_TASK ITEM_
Say how many lines in the records include the string "data", adding no other words.

_MATERIALS PROVIDED_
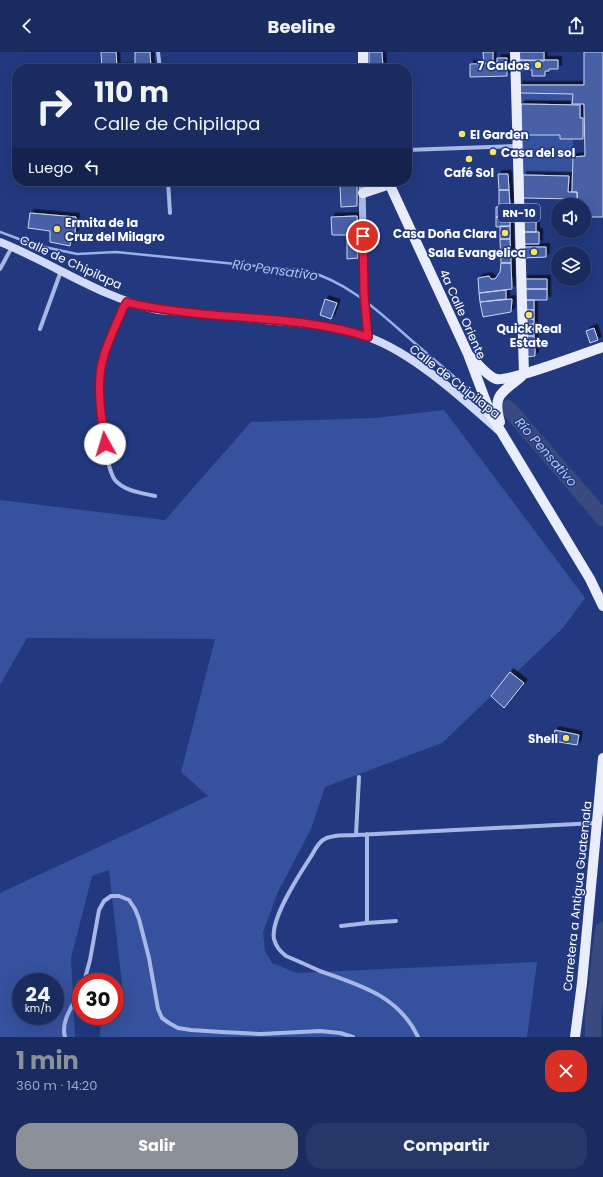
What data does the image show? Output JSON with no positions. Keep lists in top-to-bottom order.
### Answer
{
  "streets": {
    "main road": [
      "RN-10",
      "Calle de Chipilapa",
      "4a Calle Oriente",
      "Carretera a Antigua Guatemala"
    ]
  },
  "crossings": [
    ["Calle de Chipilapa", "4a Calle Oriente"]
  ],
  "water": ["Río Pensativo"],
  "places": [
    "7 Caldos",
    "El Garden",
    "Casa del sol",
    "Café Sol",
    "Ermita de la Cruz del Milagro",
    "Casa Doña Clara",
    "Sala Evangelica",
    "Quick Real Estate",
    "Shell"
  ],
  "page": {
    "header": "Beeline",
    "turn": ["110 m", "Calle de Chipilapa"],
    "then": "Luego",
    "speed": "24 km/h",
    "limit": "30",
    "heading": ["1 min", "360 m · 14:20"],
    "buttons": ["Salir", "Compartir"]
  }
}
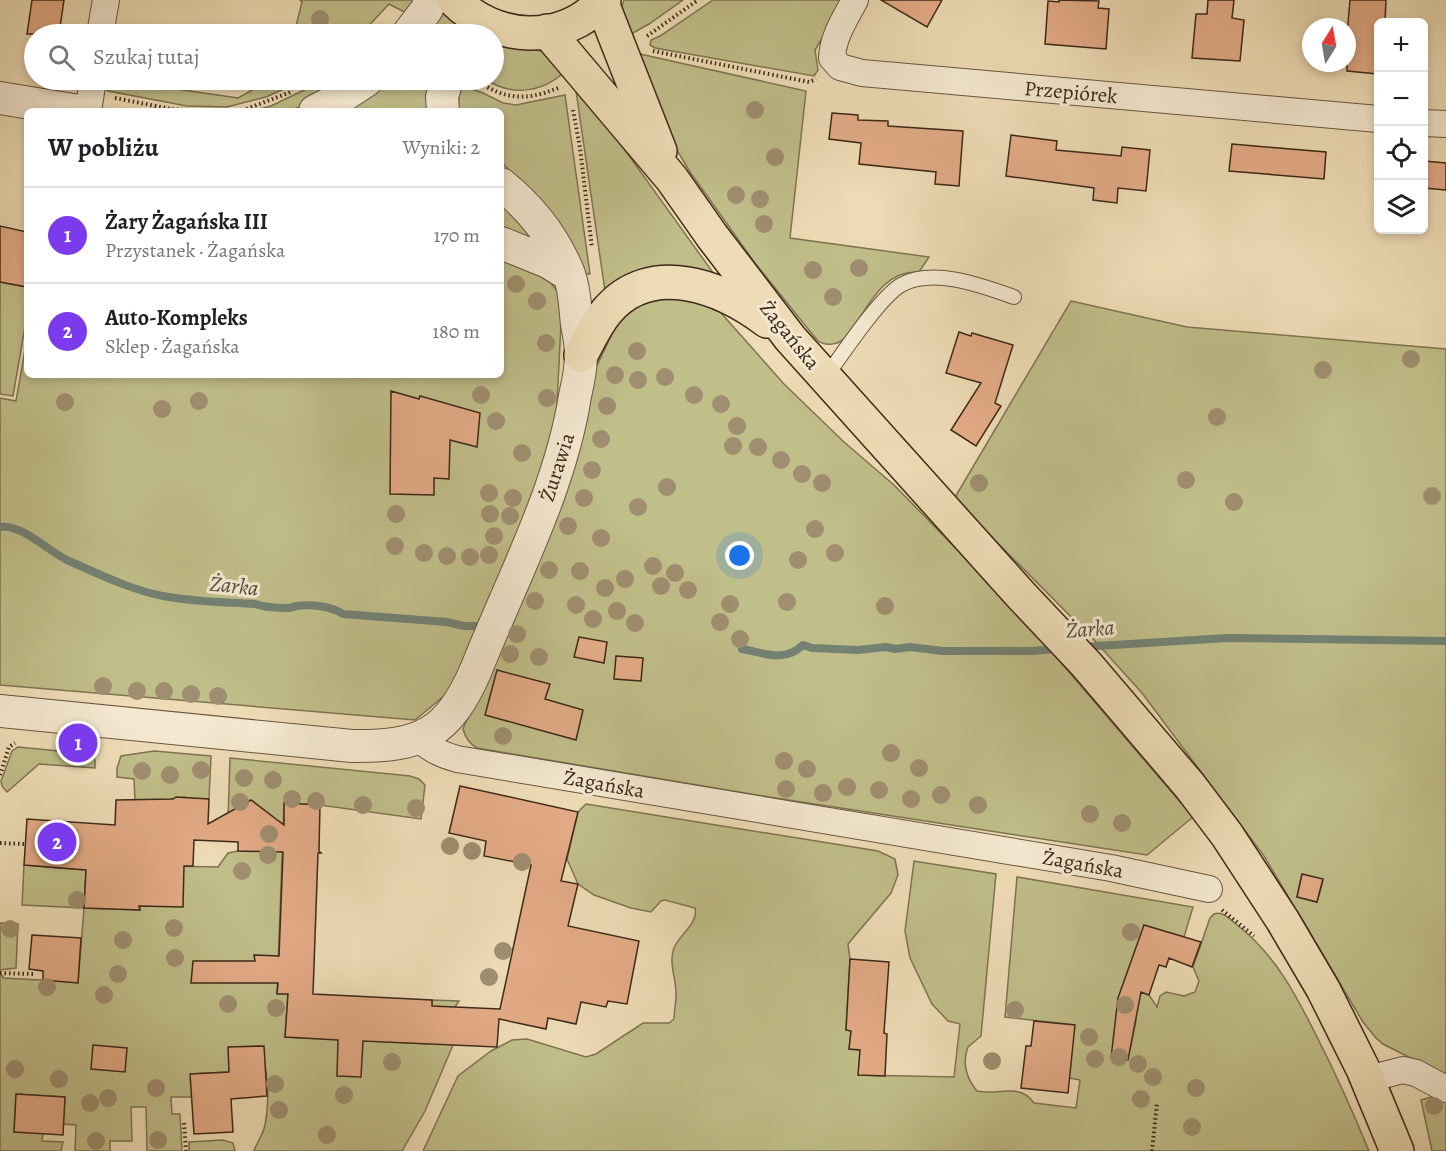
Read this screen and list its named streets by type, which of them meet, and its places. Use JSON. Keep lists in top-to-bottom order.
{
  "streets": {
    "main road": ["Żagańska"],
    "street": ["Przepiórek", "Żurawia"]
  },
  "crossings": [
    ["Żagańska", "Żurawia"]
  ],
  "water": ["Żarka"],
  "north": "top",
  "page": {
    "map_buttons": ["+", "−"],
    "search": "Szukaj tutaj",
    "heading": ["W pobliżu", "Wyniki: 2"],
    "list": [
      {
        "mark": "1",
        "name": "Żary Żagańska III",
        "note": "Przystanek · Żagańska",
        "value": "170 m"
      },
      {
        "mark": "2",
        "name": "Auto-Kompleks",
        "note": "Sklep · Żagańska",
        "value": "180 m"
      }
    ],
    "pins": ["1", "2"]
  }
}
...
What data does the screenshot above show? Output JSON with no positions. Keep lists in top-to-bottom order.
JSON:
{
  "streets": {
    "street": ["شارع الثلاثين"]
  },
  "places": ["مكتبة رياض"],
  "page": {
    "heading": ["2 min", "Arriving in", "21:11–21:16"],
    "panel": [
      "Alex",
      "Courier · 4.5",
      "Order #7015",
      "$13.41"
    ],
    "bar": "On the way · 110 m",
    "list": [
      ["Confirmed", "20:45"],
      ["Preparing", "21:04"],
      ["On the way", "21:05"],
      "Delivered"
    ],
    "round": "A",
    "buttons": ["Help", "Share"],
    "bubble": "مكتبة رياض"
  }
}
* * *
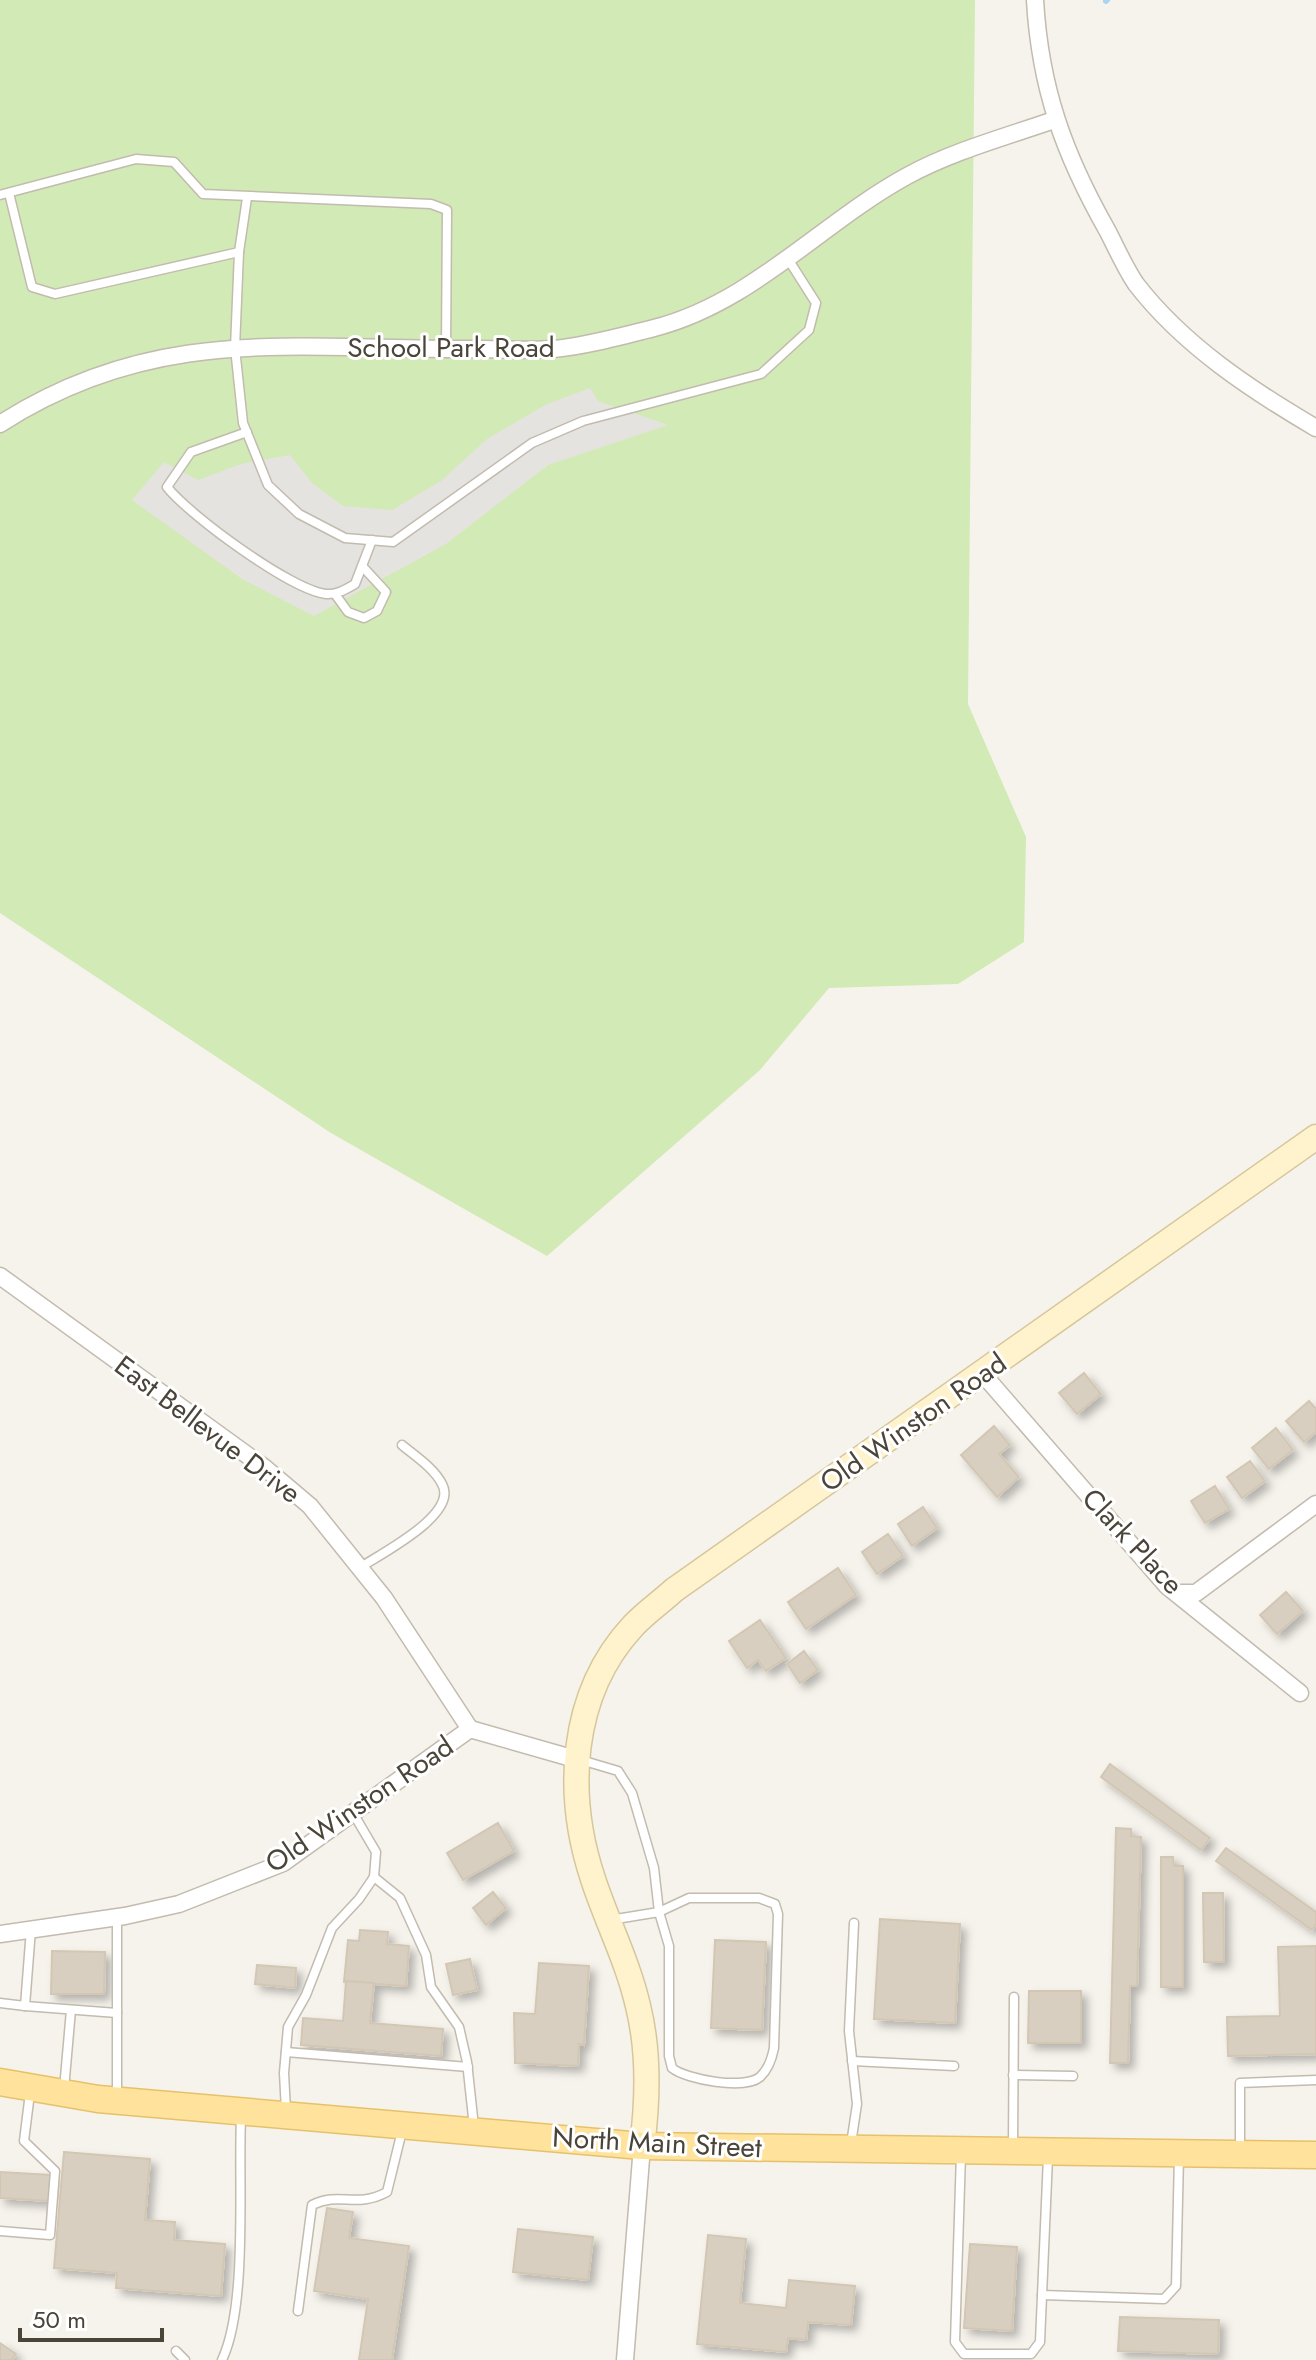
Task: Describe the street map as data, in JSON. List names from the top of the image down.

_WRITTEN RESPONSE_
3